[Exercise input Boundary: Start]

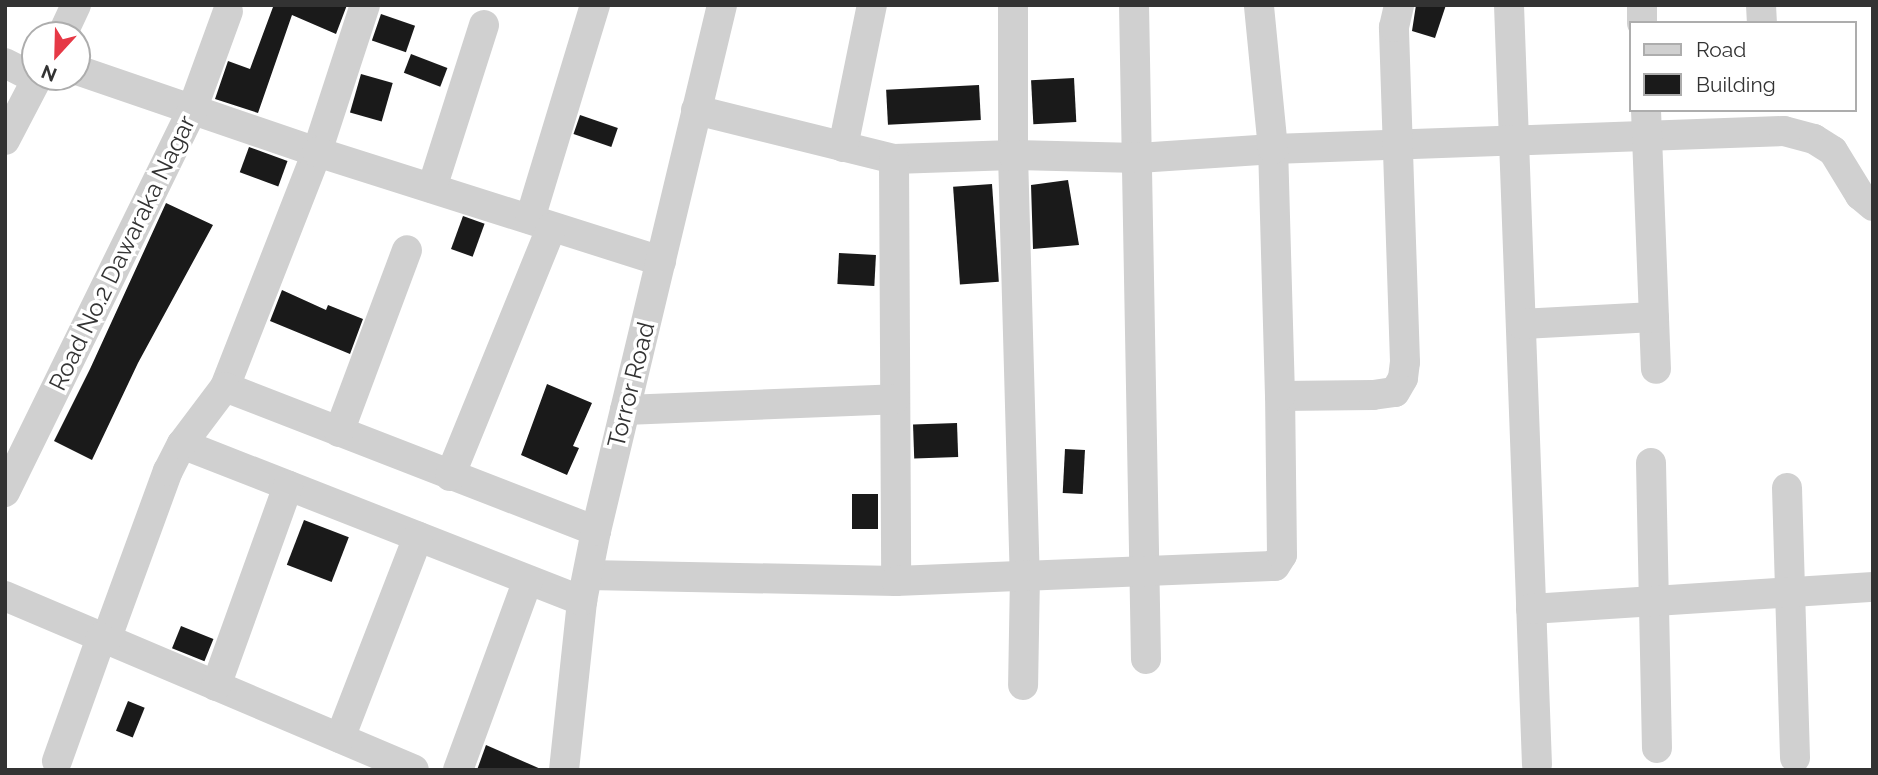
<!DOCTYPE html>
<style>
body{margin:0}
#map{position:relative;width:1878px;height:775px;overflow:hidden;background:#fff;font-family:Raleway,sans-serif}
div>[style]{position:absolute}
.building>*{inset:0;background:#1a1a1a;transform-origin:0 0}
.minor>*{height:30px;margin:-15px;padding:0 15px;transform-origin:15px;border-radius:15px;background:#d0d0d0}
span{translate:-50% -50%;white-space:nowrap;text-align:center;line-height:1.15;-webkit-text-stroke:7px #fff;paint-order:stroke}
.street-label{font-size:24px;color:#333}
.frame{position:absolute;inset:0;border:7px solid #333;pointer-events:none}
.legend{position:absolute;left:1629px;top:21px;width:228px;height:91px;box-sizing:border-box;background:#fff;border:2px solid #adadad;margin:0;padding:9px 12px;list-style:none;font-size:21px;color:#333}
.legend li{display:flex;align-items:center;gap:14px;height:35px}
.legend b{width:35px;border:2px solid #adadad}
.north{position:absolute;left:21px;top:21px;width:70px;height:70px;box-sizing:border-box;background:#fff;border:2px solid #adadad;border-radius:50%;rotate:202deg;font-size:19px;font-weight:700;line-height:28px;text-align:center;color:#333}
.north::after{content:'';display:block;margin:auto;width:24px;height:32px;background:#e63946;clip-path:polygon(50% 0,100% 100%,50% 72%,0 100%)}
</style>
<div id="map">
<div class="building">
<i style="clip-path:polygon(269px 5px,347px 5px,336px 34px,292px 15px,258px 113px,215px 99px,228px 61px,250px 69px,273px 7px)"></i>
<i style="clip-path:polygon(1416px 5px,1446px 5px,1435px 38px,1412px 31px)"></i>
<i style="left:381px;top:14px;width:36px;height:28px;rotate:19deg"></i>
<i style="left:411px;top:54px;width:39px;height:20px;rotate:21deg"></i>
<i style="left:361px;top:74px;width:33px;height:40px;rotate:16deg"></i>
<i style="left:1074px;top:78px;width:44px;height:43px;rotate:87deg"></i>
<i style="left:979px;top:85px;width:35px;height:93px;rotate:87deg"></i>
<i style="left:580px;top:115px;width:40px;height:20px;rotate:19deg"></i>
<i style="left:249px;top:147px;width:41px;height:27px;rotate:20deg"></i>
<i style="clip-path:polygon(1068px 180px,1079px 245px,1033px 249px,1031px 185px)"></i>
<i style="left:992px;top:184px;width:98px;height:39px;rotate:86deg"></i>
<i style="clip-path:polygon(166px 203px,213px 225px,138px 363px,92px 460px,54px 441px,90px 369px)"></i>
<i style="left:463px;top:216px;width:23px;height:35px;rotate:20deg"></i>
<i style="left:839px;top:253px;width:37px;height:31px;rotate:3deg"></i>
<i style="clip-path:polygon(282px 290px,326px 310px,328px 305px,363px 319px,350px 354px,270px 321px)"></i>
<i style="clip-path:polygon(547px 384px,592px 403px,573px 446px,579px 448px,567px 475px,521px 455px)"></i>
<i style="left:957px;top:423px;width:34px;height:44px;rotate:88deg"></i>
<i style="left:1065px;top:449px;width:20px;height:44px;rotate:3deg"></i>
<i style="left:878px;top:494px;width:35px;height:26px;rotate:90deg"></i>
<i style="left:304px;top:520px;width:48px;height:48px;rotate:21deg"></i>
<i style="left:181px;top:626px;width:35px;height:24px;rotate:22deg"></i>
<i style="left:128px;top:701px;width:18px;height:32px;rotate:22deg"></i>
<i style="clip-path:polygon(486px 745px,543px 770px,477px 770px)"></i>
</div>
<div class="minor">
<i style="left:365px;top:5px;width:155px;rotate:108.1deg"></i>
<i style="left:317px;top:152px;width:252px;rotate:111.4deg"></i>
<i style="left:225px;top:387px;width:398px;rotate:21.2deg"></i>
<i style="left:1013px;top:5px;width:150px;rotate:90deg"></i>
<i style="left:1013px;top:155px;width:420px;rotate:88.4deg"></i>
<i style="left:1025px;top:575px;width:110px;rotate:91deg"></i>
<i style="left:1134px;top:5px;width:654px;rotate:88.95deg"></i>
<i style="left:1509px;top:5px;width:760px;rotate:87.89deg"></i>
<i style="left:1642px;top:5px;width:18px;rotate:90deg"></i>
<i style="left:1761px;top:5px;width:18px;rotate:87deg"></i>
<i style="left:62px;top:35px;width:33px;rotate:-65deg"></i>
<i style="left:5px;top:63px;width:36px;rotate:27deg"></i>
<i style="left:77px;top:70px;width:254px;rotate:18.9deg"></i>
<i style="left:317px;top:152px;width:361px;rotate:17.6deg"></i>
<i style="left:696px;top:110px;width:204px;rotate:13.9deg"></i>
<i style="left:894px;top:159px;width:119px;rotate:-1.9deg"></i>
<i style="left:1013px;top:155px;width:125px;rotate:1.4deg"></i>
<i style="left:1138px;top:158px;width:135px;rotate:-3.8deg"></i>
<i style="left:1273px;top:149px;width:511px;rotate:-2.02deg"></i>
<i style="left:1784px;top:131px;width:31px;rotate:15deg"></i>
<i style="left:1814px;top:139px;width:22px;rotate:32deg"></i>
<i style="left:1833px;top:151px;width:52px;rotate:58.5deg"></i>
<i style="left:1860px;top:195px;width:17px;rotate:40deg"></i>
<i style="left:1646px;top:110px;width:259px;rotate:87.8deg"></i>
<i style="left:5px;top:140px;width:71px;rotate:-62.4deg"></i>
<i style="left:843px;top:147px;width:145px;rotate:-78.5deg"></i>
<i style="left:894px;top:159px;width:422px;rotate:89.7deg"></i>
<i style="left:432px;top:188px;width:171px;rotate:-72.3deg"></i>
<i style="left:530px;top:219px;width:224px;rotate:-73.1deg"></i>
<i style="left:1522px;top:324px;width:132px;rotate:-3deg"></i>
<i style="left:1280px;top:396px;width:93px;rotate:-0.6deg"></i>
<i style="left:1373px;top:395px;width:22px;rotate:-8deg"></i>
<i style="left:1395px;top:392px;width:16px;rotate:-60deg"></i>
<i style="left:1403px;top:378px;width:16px;rotate:-83deg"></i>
<i style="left:1405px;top:362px;width:335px;rotate:-91.9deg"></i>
<i style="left:1394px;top:27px;width:23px;rotate:-77deg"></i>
<i style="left:625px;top:410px;width:270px;rotate:-2.3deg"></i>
<i style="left:339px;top:432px;width:194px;rotate:-69.5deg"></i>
<i style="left:182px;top:444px;width:430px;rotate:21.4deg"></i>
<i style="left:1651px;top:463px;width:285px;rotate:88.8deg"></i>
<i style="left:450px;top:476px;width:268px;rotate:-67.8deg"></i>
<i style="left:1787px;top:488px;width:270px;rotate:88.3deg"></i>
<i style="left:5px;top:492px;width:425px;rotate:-63.9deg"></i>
<i style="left:192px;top:110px;width:105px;rotate:-70deg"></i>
<i style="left:588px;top:575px;width:308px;rotate:1.1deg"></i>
<i style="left:896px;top:581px;width:379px;rotate:-2.3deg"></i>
<i style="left:1275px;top:566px;width:13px;rotate:-58deg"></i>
<i style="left:1282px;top:555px;width:159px;rotate:-90.7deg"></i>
<i style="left:1280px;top:396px;width:247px;rotate:-91.6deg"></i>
<i style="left:1273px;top:149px;width:145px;rotate:-95.6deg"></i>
<i style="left:5px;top:596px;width:444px;rotate:23deg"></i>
<i style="left:1531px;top:609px;width:343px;rotate:-3.7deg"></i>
<i style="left:106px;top:640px;width:180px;rotate:-69.9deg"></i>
<i style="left:168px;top:471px;width:30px;rotate:-63deg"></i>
<i style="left:182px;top:444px;width:71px;rotate:-53deg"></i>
<i style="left:216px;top:686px;width:213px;rotate:-70.2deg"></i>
<i style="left:340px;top:738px;width:216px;rotate:-68.8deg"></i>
<i style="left:57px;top:761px;width:131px;rotate:-70.3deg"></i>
<i style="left:458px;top:770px;width:202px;rotate:-69.8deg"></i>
<i style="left:564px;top:770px;width:170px;rotate:-83.9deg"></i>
<i style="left:582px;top:601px;width:71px;rotate:-78.7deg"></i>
<i style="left:596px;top:531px;width:541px;rotate:-76.53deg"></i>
</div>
<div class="street-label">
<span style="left:122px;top:253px;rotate:-64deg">Road No.2 Dawaraka Nagar</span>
<span style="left:631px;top:385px;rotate:-76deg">Torror Road</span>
</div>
<div class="frame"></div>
<ul class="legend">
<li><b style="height:9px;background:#d0d0d0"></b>Road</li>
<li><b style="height:19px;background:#1a1a1a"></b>Building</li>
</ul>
<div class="north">N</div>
</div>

[Exercise input Boundary: End]

Once you find the line containing "No.2 Dawaraka Nagar</span>", copy it and every line after it through the end of the records, exactly and nothing else.

<span style="left:122px;top:253px;rotate:-64deg">Road No.2 Dawaraka Nagar</span>
<span style="left:631px;top:385px;rotate:-76deg">Torror Road</span>
</div>
<div class="frame"></div>
<ul class="legend">
<li><b style="height:9px;background:#d0d0d0"></b>Road</li>
<li><b style="height:19px;background:#1a1a1a"></b>Building</li>
</ul>
<div class="north">N</div>
</div>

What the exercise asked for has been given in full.